Three Bemidji State men’s hockey players have landed invitations to NHL development camps, putting Maxon Vig, Oliver Peer and Max Hildebrand into a summer proving ground that reaches well beyond campus in Bemidji. Vig will report to Montreal, while Peer and Hildebrand are headed to Winnipeg, a development step that gives the Beavers another visible link to the professional game.
Vig’s invitation carries the clearest direct line to an NHL organization. The sophomore defenseman was selected by Montreal in the seventh round, No. 209 overall, in the 2025 NHL Draft after skating for the Cedar Rapids RoughRiders of the USHL. Montreal’s development camp was scheduled for June 30 to July 2, placing the 2026 invite in a tightly defined evaluation window rather than a vague offseason workout.

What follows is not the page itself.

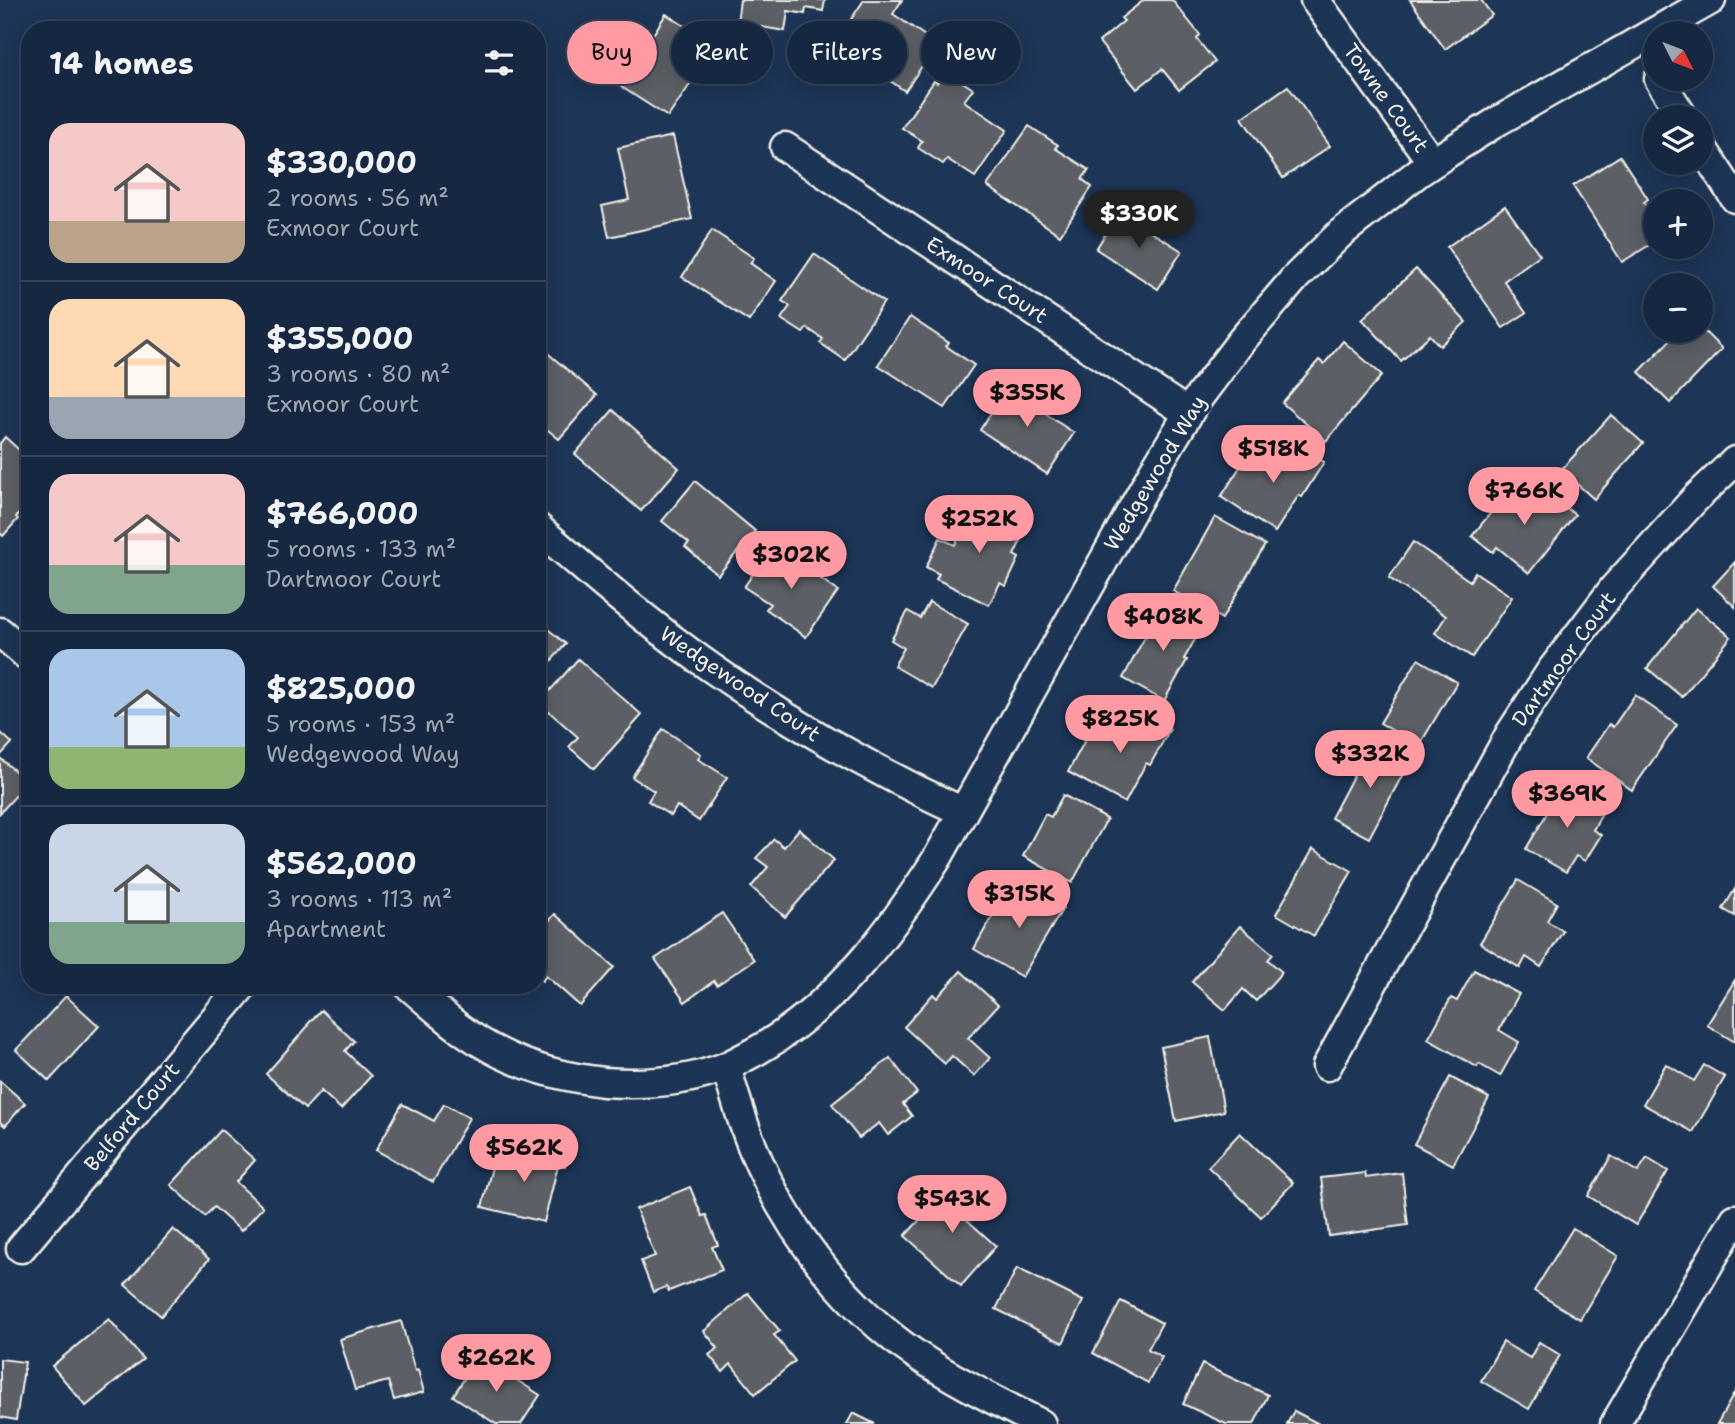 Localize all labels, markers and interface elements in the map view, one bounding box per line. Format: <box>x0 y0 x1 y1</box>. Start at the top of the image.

Peer and Hildebrand will spend the same stretch in Winnipeg’s system. Peer is Bemidji State’s senior center and captain, while Hildebrand is a sophomore goaltender. The Jets’ 2026 development camp ran from June 29 to July 3 at hockey for all centre, where prospects are evaluated on the physical, technical and mental standards each club wants to see before a player advances further in the pipeline.
For Bemidji State, the three invitations matter because they show the program continuing to produce players NHL organizations are willing to pull into their development track. Development camps are not just ceremonial stops. They are the first detailed look many prospects get at what a pro club expects in skating, strength, puck management and decision-making, and they can shape how a player is handled over the next year.
That helps explain why the news resonates in Beltrami County as more than a summer roster note. Bemidji State’s hockey program remains one of the university’s most recognizable athletic brands, and the school continues to promote hockey among its camp offerings, keeping the sport tied to the campus economy and the local sports identity. When BSU players show up on NHL camp lists, it reinforces the idea that the Beavers are still part of the national hockey conversation.
For local fans who track the program long after the college season ends, the invitations are a tangible marker of progress. Vig has already been drafted, and Peer and Hildebrand now get the same chance to test themselves in a professional setting.